(Records excerpted from a collection)
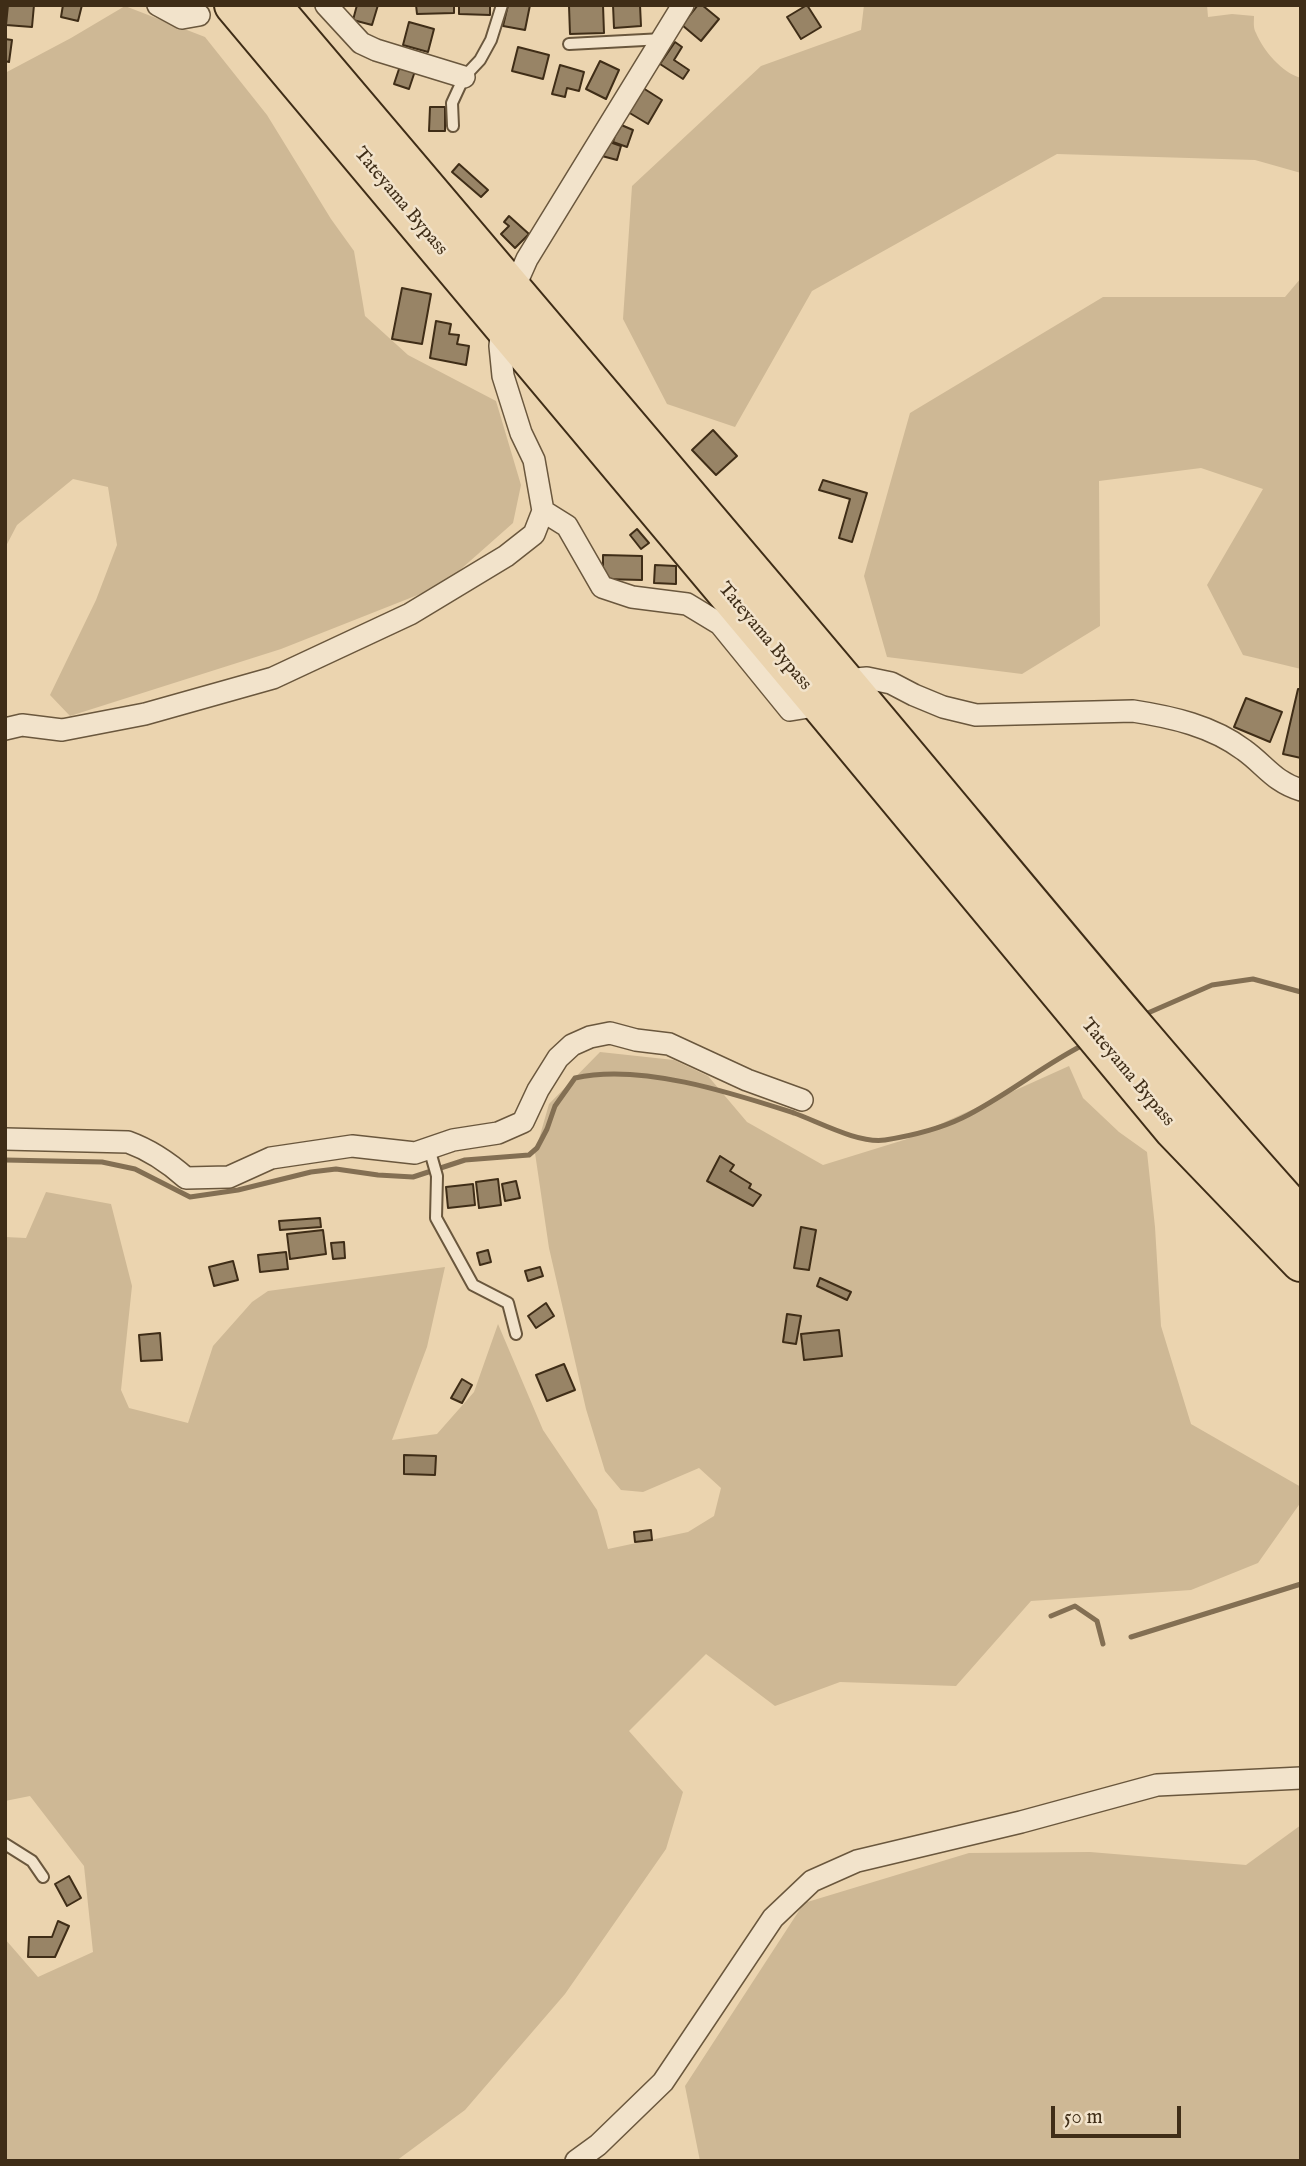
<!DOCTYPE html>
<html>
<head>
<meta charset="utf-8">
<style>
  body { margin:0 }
  #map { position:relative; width:1306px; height:2166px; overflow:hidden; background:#ebd4af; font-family:"IM FELL English",serif }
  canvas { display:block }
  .frame { position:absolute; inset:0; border:7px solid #3f2d17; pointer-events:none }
  .scale { position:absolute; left:1051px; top:2106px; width:130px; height:32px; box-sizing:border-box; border:4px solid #3f2d17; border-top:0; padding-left:9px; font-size:21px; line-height:24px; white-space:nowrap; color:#3f2d17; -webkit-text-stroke:5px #f2e3cb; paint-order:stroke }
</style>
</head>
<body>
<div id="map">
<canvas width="1306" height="2166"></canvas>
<div class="frame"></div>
<div class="scale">50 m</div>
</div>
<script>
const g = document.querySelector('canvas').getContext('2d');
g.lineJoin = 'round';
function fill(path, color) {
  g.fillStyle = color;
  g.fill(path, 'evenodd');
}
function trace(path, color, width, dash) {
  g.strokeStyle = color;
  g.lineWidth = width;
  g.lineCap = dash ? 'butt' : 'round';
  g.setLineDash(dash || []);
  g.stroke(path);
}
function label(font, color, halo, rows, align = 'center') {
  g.font = font + ' "IM FELL English",serif';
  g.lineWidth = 5;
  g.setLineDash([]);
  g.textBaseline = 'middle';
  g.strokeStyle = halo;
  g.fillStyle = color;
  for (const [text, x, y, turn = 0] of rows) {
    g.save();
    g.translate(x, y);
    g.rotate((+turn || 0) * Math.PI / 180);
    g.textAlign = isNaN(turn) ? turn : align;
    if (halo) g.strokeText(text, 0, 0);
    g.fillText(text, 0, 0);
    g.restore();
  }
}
fill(new Path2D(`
  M864,5H1207L1208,17L1232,14L1254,16C1254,22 1253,28 1256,33C1263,50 1282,73 1301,78V173L1255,160L1057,154L812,291L735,427L667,404L623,319L632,186L761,66L861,30Z
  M125,6L205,37L267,115L331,219L354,251L365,316L408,355L496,401L521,485L513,523L443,585L281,649L70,716L50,695L96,600L117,545L108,487L73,479L17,525L5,548V73L71,38Z
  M1301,278V669L1243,655L1207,585L1263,489L1201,468L1099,481L1100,626L1022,674L887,657L864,576L910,413L1103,297H1285Z
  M600,1052L674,1060L708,1076L747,1122L823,1165L907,1139L1069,1066L1083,1098L1119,1132L1147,1152L1155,1227L1161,1326L1191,1424L1301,1487V1502L1258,1563L1191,1590L1031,1601L956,1686L840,1682L775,1706L706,1654L629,1731L683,1792L666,1849L565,1994L465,2110L396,2161H5V1939L38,1977L93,1952L84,1866L30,1796L5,1801V1237L26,1238L46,1192L111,1204L132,1286L121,1390L129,1408L188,1423L213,1346L252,1302L268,1291L445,1267L427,1347L392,1440L437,1434L474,1392L498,1324L543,1430L597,1510L608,1549L688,1532L714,1516L721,1488L699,1468L643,1492L621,1490L605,1471L586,1409L549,1248L535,1153L549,1104Z
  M1301,1825V2161H700L685,2086L804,1903L969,1853L1090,1852L1246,1865Z`), '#ceb895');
trace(new Path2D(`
  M1141,1016L1212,985L1253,979L1301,992
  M5,1160L102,1162L135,1169L190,1197L238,1190L311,1172L336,1169L378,1175L413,1177L465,1160L529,1155L537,1148L547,1129L555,1106L575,1078C640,1063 732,1093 794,1113C819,1122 859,1144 885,1140C910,1136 939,1129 962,1118C1005,1097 1043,1065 1085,1044
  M1051,1616L1075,1606L1097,1621L1103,1644
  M1131,1637L1301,1584`), '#836f53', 5);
const building = new Path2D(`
  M8,5H34L32,27L6,25Z
  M63,5H82L78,21L61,17Z
  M357,5H378L372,25L353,20Z
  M416,5H454V13L417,14Z
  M459,5H490V15L459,14Z
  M508,5H530L525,30L503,26Z
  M603,5L604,33L570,34L569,6Z
  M613,5H640L641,26L614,28Z
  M698,5H702L719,19L701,41L682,25Z
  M807,5L821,27L801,39L787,17Z
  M409,22L434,29L428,52L403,45Z
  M5,39L12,40L9,62L5,61Z
  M675,42L682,47L674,60L689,70L683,79L660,64Z
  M518,47L549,55L543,79L512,71Z
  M600,61L619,70L606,99L586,89Z
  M560,65L584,72L579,91L567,88L565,97L552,94Z
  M400,66L415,71L409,89L394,84Z
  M643,88L662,100L648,124L628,112Z
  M430,107H445V131H429Z
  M619,124L633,130L627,147L613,142Z
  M607,141L621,146L617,160L602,156Z
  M459,164L488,190L481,197L452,172Z
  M509,216L529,234L515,248L501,234L509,226L504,222Z
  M402,288L431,294L422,344L392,339Z
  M436,321L451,324L449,334L459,335L457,344L469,346L466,365L430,358Z
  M713,430L737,456L716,475L692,450Z
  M823,480L867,493L852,542L839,538L850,499L819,490Z
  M637,529L649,543L641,549L630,535Z
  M603,555L642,556V580L603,579Z
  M655,565L676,566V584L654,583Z
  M1298,689H1301V758L1283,754Z
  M1246,698L1282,712L1270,742L1234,727Z
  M720,1156L734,1165L730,1171L751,1184L749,1188L761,1195L753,1206L707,1181Z
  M498,1179L501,1205L479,1208L476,1182Z
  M516,1181L520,1198L505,1201L502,1184Z
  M473,1184L475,1205L448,1208L446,1187Z
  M320,1218L321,1227L280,1230L279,1221Z
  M801,1227L816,1230L809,1270L794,1268Z
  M323,1230L326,1254L290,1259L287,1234Z
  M344,1242L345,1258L333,1259L331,1243Z
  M488,1250L491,1262L480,1265L477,1253Z
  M286,1252L288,1269L260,1272L258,1255Z
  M233,1261L238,1280L214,1286L209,1267Z
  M540,1267L543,1276L528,1281L525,1271Z
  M820,1278L851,1292L847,1300L817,1286Z
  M546,1303L554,1316L536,1328L528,1316Z
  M787,1314L801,1316L796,1344L783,1342Z
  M839,1330L842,1356L804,1360L801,1334Z
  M160,1333L162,1360L141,1361L139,1335Z
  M564,1364L575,1390L547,1401L536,1375Z
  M462,1379L472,1385L462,1403L451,1398Z
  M404,1455L436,1456L435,1475L404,1474Z
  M651,1530L652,1540L635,1542L634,1532Z
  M69,1876L81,1898L67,1906L55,1884Z
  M58,1921L69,1926L55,1957H28L29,1937H52Z`);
fill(building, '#988466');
trace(building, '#3f2d17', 2);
const lane = new Path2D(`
  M569,44L663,39
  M453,126L452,103L464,77L480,60L491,40L502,5
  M429,1148L437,1176L436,1218L473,1285L508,1303L516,1334
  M5,1844L32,1861L43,1877`);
const street = new Path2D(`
  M158,5L182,18L199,15
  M326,5L361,43L376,50L464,77
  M511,295L527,259L683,5
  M543,511L567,526L602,587L632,597L687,604L720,624L790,710L821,705L856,679L867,678L891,683L914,695L943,707L976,715L1133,711C1172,717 1212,726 1244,750C1265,765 1274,782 1301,790
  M5,729L22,725L62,730L145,714L273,678L410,614L506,556L534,534L543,511L534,460L521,433L503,376L500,346L502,326
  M5,1139L128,1142C150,1150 168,1162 186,1178L229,1177L271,1158L352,1146L415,1153L453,1140L498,1133L523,1122L538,1090L558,1058L572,1045L590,1037L610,1033L636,1040L669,1044L747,1080L802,1100
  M576,2161L598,2145L663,2082L773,1918L812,1881L857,1861L1021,1822L1157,1785L1301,1778`);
const highway = new Path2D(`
  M234,5L821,705L1174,1130L1301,1262
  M271,5C464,234 658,460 850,688C1000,866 1146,1046 1301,1218`);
trace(lane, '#6a573d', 14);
trace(street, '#6a573d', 24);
trace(highway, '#3f2d17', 42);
trace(lane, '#f2e3cb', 10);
trace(street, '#f2e3cb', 21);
trace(highway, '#ebd4af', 38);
label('19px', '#3f2d17', '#f2e3cb', [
  ["Tateyama Bypass",400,202,50],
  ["Tateyama Bypass",764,637,50],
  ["Tateyama Bypass",1127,1073,50]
]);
</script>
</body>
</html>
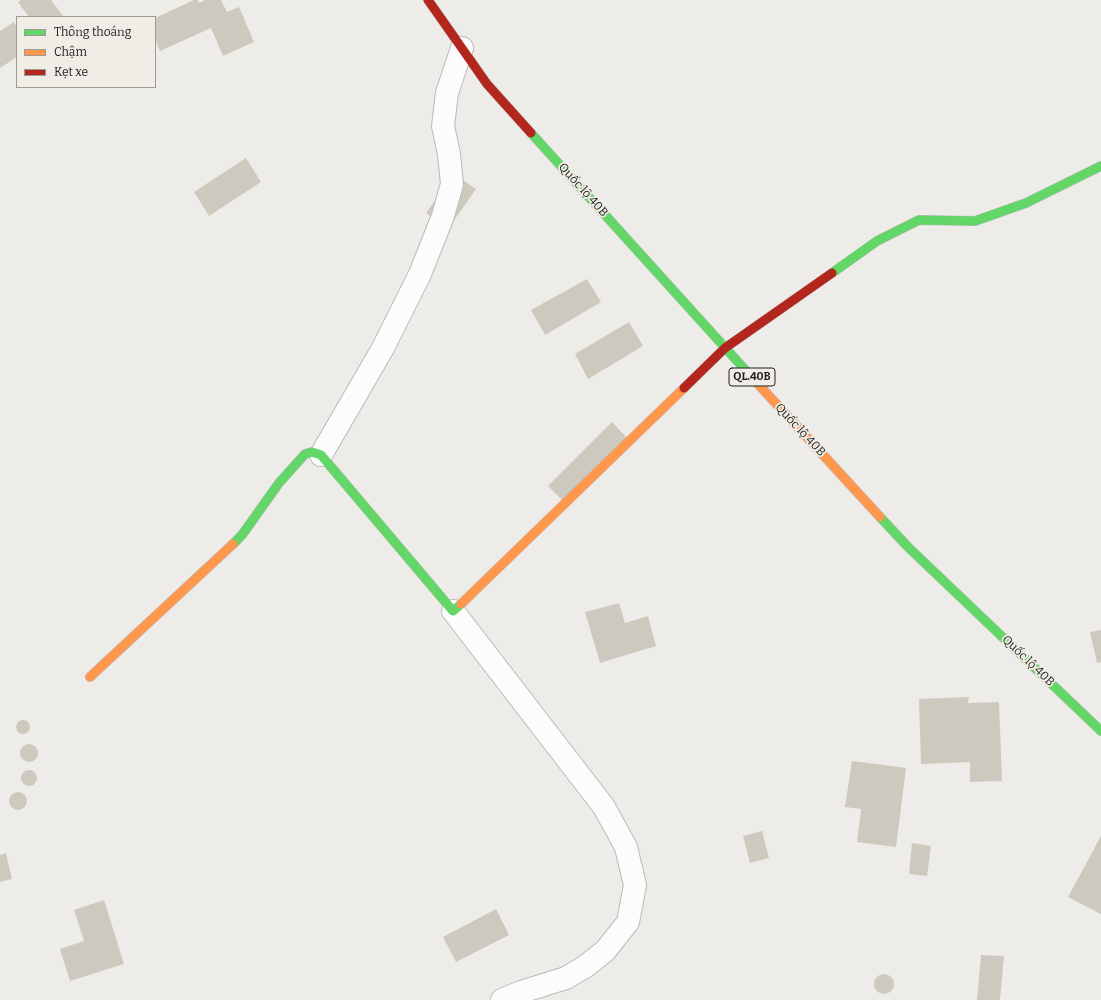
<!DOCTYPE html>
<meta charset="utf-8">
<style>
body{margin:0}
#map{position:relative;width:1101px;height:1000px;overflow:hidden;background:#eeece8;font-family:Bitter,serif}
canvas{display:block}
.legend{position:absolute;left:16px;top:16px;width:140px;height:72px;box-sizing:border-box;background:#f0ede6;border:1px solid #9c9a95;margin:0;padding:5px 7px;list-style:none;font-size:12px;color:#1e1d1b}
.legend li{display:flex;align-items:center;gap:8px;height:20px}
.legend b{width:20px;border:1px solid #9c9a95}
</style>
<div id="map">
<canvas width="1101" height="1000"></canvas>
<ul class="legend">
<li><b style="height:5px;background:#63d668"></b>Thông thoáng</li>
<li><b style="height:5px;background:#ff974d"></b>Chậm</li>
<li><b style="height:5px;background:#b3261e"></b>Kẹt xe</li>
</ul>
</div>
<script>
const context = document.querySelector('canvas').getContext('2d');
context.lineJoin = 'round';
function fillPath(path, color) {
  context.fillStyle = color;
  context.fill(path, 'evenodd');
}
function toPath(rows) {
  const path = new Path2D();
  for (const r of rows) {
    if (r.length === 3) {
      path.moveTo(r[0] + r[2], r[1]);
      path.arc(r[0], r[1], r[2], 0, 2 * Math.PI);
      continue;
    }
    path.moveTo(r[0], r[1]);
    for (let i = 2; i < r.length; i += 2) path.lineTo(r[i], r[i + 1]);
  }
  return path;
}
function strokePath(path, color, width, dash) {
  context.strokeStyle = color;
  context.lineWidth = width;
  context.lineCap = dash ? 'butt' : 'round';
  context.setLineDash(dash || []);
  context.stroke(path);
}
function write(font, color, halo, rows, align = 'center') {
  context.font = font + ' Bitter,serif';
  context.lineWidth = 3.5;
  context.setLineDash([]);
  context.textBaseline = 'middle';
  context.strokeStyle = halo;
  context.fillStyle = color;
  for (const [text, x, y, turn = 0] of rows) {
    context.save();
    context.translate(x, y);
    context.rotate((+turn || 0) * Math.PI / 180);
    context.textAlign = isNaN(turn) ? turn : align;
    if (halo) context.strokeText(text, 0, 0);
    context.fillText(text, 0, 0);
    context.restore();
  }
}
const building = toPath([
 [21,0,51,0,64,17,29,17,18,2],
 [194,0,198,0,199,3,205,0,221,0,227,12,239,7,254,42,223,56,211,28,160,51,155,39,155,18],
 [14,22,17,27,17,57,0,68,0,31],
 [246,158,261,182,209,216,194,192],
 [454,174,476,189,448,229,426,213],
 [587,279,601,302,545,335,531,310],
 [629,322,643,346,588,379,575,354],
 [612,422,631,442,568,506,548,486],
 [619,603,625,623,648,616,656,646,600,663,585,612],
 [1101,630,1101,662,1097,663,1090,632],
 [969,697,968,703,999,702,1002,781,970,782,970,762,921,764,919,699],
 [23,727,7],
 [29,753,9],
 [852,761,906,768,896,847,857,842,861,809,845,807],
 [29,778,8],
 [18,801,9],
 [762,831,769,858,750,863,743,836],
 [1101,836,1101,914,1068,897],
 [912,843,931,846,927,876,909,874],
 [6,853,12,879,0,882,0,855],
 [104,900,124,964,70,981,60,949,84,941,74,910],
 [496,909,509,935,456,962,443,937],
 [981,955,1004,956,1000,1000,977,1000],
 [884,984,10]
]);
const street = toPath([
 [321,455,383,348,420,274,443,216,452,184,449,154,443,126,447,93,462,48],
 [453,611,604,807,626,847,635,885,628,922,605,951,586,966,566,978,521,992,502,1000]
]);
const fast = toPath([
 [531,133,748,373],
 [832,273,877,241,919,220,975,221,1026,203,1101,166],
 [880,517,908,547,1101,731],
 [233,544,242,535,279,483,305,454,312,452,321,455,453,611,461,604]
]);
const slow = toPath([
 [748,373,880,517],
 [461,604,684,388],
 [90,677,233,544]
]);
const jam = toPath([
 [428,0,487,84,531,133],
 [684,388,725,348,832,273]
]);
const shields = [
 [752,377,46]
];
const shieldNames = [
 ["QL.40B",752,377]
];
const streetNames = [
 ["Quốc lộ 40B",583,190,48],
 ["Quốc lộ 40B",800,430,47],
 ["Quốc lộ 40B",1028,661,44]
];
fillPath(building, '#cec9be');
strokePath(street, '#bcbab8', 24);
strokePath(fast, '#bcbab8', 10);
strokePath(slow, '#bcbab8', 10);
strokePath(jam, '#bcbab8', 10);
strokePath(street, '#fcfcfc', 22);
strokePath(fast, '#63d668', 9);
strokePath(slow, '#ff974d', 9);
strokePath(jam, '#b3261e', 9);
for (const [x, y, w] of shields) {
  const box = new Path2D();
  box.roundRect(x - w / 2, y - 9, w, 18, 3);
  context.fillStyle = '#f0ede6';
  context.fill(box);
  strokePath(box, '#1e1d1b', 1);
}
write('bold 11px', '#1e1d1b', null, shieldNames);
write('12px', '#1e1d1b', '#f0ede6', streetNames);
</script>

- _AIM OF THE TASK_:
If a line in the records includes the string "isNaN", copy it.

- _TASK RESPONSE_:
    g.textAlign = isNaN(turn) ? turn : align;
    context.textAlign = isNaN(turn) ? turn : align;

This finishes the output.